Ah yes, the wonderfully named paternoster, which - if you've never seen one - is a kind of non-stop open wooden lift that you step into and out of as it's moving - a bit tricky the first time you use it but you soon get used to it. Just before the "magic door" to the new building Oldrich Cip's attention was drawn to the doors of the old studios.
"These are the doors that I mentioned. These are really the doors that were installed and put into service for the studios in the 1930s."
The handles look like on a submarine or something like that?
"Yes, a pressure chamber of some sorts (laughs)."
In front of us now there is a very strange looking machine which is a big piece of metal with a kind of slit in the middle. What is this, Oldrich?
"It's quite a substantial looking thing, very heavy, and it is an electromagnet that uses alternate current to erase the old-fashioned tapes, the big tapes that were employed for recording the programmes for decades in the past."
This machine is just sitting here - I presume it's not used any more?
"Maybe only for the archive, because there are still many sound recordings kept on these tapes, so I think from time to time at least it is still employed, but of course it belongs to the history of Czech Radio."
The new building, with its grey unfinished concrete walls and low ceilings, is ultra modern and home to several state of the art studios. Interestingly, on the lower floors you can see huge black springs which counter the vibrations caused by the trains which run directly under the building. Once there Mr Cip and I tried to visit the main control centre on the 6th floor but at first had some trouble getting in, due to the relatively high security.

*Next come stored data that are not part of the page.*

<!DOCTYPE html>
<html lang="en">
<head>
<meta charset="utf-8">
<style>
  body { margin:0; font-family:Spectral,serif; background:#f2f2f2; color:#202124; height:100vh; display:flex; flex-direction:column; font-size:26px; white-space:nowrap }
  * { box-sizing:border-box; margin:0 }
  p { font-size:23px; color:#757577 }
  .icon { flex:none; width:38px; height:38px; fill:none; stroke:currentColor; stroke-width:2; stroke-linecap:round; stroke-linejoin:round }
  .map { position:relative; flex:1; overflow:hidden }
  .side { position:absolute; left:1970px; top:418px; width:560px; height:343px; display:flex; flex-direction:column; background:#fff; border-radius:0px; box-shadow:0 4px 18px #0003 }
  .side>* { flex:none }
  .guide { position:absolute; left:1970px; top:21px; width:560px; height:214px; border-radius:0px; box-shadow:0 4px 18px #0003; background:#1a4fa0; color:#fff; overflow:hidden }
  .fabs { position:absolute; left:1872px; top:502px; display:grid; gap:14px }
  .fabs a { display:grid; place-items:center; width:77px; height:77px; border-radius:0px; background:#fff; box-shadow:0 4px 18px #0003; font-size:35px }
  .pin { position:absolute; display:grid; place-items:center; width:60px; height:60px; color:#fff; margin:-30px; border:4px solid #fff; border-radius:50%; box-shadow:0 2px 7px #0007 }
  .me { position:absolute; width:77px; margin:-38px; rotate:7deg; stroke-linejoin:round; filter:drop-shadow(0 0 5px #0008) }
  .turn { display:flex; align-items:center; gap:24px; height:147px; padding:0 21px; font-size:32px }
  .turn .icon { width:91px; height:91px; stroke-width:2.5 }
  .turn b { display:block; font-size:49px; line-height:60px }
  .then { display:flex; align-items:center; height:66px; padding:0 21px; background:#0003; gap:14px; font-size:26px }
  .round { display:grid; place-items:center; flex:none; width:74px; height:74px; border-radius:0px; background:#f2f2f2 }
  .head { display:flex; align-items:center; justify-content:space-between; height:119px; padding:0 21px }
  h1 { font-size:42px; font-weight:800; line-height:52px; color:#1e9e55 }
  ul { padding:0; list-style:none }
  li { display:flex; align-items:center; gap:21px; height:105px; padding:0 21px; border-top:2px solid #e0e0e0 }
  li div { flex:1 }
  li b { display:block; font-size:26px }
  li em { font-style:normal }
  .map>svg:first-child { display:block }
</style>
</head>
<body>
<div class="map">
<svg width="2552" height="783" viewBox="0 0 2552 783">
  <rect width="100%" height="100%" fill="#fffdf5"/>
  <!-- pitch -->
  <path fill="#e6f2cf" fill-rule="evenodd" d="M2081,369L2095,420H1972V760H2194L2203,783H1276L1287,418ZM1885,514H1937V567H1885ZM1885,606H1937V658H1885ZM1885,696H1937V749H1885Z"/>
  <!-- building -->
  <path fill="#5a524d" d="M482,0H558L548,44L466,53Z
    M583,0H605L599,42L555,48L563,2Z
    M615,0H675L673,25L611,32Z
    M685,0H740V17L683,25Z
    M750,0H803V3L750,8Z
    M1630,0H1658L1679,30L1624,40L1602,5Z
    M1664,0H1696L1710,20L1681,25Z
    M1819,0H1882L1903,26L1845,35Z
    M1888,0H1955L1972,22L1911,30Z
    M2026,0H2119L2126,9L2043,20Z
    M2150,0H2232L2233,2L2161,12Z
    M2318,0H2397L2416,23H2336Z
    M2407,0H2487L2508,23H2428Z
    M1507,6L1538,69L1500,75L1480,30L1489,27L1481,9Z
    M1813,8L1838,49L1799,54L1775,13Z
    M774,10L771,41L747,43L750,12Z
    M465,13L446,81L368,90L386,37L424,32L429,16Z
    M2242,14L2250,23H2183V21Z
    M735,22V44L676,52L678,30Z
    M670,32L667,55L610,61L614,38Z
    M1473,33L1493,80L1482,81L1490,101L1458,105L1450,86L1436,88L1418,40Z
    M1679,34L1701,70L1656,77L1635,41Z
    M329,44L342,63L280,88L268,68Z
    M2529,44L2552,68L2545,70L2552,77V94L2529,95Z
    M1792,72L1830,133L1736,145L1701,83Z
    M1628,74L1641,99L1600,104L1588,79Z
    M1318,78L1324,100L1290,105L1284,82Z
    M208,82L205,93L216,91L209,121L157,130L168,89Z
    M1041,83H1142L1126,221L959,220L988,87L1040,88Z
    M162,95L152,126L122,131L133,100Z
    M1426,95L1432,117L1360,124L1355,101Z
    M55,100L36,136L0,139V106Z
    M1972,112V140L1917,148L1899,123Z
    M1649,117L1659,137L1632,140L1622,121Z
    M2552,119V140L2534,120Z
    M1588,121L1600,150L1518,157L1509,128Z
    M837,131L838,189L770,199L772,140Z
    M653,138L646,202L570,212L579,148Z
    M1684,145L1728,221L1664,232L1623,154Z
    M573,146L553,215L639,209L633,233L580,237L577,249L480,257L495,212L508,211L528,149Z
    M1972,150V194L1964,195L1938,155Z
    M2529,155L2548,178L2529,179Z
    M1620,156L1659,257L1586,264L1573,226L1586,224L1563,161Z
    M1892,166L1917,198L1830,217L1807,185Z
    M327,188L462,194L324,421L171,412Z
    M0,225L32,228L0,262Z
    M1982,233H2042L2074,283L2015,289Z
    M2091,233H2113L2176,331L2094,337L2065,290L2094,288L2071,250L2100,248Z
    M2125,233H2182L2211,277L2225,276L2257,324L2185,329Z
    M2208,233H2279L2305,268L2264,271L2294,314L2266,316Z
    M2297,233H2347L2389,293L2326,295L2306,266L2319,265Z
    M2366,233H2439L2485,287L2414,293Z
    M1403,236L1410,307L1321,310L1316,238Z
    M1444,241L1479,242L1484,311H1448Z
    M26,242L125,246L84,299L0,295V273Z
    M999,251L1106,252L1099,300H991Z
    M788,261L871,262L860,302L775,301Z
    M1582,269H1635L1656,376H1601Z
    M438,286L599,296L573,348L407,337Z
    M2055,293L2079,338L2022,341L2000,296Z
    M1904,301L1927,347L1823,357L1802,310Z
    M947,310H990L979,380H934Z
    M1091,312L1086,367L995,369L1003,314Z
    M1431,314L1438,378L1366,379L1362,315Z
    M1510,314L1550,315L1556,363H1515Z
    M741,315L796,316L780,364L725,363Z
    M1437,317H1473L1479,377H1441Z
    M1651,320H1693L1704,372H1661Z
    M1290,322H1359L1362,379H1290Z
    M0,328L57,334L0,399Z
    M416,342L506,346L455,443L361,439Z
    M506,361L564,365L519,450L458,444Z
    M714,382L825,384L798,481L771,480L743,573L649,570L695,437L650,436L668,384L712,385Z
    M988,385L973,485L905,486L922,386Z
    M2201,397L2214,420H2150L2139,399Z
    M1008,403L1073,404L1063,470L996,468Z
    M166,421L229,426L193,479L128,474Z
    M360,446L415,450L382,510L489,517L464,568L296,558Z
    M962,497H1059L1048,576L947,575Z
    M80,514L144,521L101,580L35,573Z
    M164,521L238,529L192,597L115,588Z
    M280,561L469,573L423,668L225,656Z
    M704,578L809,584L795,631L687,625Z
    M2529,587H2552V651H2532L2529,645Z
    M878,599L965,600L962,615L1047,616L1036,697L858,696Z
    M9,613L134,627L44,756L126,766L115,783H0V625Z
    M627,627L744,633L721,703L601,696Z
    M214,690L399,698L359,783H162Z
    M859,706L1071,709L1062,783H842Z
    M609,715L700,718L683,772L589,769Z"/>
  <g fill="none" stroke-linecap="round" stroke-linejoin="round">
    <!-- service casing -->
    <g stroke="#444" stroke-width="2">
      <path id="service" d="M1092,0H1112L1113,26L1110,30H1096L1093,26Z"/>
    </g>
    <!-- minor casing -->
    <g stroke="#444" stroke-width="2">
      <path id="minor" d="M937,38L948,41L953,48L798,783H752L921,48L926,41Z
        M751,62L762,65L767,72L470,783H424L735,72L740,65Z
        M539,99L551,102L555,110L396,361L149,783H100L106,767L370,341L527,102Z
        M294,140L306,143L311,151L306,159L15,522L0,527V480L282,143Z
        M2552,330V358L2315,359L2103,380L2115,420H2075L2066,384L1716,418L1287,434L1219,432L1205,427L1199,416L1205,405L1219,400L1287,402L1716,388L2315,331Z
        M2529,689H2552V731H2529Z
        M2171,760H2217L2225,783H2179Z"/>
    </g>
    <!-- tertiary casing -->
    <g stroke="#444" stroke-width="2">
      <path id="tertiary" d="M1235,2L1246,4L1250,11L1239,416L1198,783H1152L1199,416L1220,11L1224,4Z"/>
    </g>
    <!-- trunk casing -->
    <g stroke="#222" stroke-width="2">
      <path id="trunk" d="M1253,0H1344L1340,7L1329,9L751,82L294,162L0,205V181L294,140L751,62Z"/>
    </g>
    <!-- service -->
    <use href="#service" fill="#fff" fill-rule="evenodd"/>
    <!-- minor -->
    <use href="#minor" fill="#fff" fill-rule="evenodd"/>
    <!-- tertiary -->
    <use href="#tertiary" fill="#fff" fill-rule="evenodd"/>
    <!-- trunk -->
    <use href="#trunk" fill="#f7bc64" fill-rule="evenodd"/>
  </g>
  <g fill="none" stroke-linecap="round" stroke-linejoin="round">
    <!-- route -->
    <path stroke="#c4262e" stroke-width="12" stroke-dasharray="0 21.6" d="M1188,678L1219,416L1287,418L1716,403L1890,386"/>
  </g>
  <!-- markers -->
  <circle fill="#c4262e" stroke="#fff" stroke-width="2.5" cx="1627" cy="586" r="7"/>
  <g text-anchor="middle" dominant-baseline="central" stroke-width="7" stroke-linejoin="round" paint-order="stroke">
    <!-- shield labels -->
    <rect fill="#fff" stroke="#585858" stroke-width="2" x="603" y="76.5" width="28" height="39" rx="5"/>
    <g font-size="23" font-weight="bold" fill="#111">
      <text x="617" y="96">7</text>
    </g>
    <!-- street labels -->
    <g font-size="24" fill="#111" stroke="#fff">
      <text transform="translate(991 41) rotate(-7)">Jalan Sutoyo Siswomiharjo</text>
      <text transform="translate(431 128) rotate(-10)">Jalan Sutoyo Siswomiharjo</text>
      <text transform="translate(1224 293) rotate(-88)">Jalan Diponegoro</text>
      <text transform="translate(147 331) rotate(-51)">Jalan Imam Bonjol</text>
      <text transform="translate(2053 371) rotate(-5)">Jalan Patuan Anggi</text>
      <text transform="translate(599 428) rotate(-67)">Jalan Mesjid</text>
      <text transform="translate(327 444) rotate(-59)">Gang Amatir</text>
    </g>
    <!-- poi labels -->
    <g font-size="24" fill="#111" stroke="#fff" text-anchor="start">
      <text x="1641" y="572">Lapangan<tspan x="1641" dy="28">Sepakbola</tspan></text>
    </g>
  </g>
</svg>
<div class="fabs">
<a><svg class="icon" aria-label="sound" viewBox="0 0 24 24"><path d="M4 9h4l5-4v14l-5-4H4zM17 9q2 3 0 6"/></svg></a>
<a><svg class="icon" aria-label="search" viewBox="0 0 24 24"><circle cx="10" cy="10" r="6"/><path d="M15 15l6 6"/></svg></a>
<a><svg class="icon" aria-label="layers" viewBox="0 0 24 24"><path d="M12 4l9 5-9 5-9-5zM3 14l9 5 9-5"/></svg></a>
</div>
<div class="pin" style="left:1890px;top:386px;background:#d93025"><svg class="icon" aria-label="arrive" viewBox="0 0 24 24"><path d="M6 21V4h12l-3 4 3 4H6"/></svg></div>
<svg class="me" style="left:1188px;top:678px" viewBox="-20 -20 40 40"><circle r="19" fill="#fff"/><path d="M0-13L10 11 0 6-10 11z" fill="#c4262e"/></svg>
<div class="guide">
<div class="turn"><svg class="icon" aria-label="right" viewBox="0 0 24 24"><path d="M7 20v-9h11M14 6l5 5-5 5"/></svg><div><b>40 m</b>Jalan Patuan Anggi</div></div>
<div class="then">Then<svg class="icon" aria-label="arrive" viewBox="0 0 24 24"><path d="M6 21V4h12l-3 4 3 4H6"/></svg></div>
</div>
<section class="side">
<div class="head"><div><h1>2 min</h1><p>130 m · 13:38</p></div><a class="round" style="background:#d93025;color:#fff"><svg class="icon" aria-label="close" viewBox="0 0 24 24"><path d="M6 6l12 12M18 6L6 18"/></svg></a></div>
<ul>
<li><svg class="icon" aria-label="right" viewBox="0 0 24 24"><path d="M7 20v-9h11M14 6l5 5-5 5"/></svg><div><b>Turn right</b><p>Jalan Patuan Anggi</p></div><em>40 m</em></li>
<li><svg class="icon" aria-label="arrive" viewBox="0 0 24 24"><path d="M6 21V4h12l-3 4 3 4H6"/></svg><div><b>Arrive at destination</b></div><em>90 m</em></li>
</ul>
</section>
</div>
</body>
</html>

"This is the centre of the whole building. When there was the Soviet invasion of Czechoslovakia (in 1968) this was also the first...they tried to organise a coup d'etat against the Dubcek leadership and of course this started also in the main control room of Czechoslovak Radio. And it failed, and the Czechoslovak Free Radio operated for several days in spite of the coup d'etat."
So that's why security is so high now?
" (laughs) Maybe. It's really a very important place."
Eventually however we did make it into the main control room and quite a place it was too, housing banks of computers and all kinds of complicated looking equipment. Even though Oldrich Cip was - like me - there for the first time he had no difficulty describing it.
"This is the main control room of the Czech Radio, through which also Radio Prague programmes are switched over to our transmitters, partly in the Czech Republic at the Litomysl transmitter site and also to the World Radio Network satellite service provider in London and from them say to Radio Miami International, and to our listeners of course."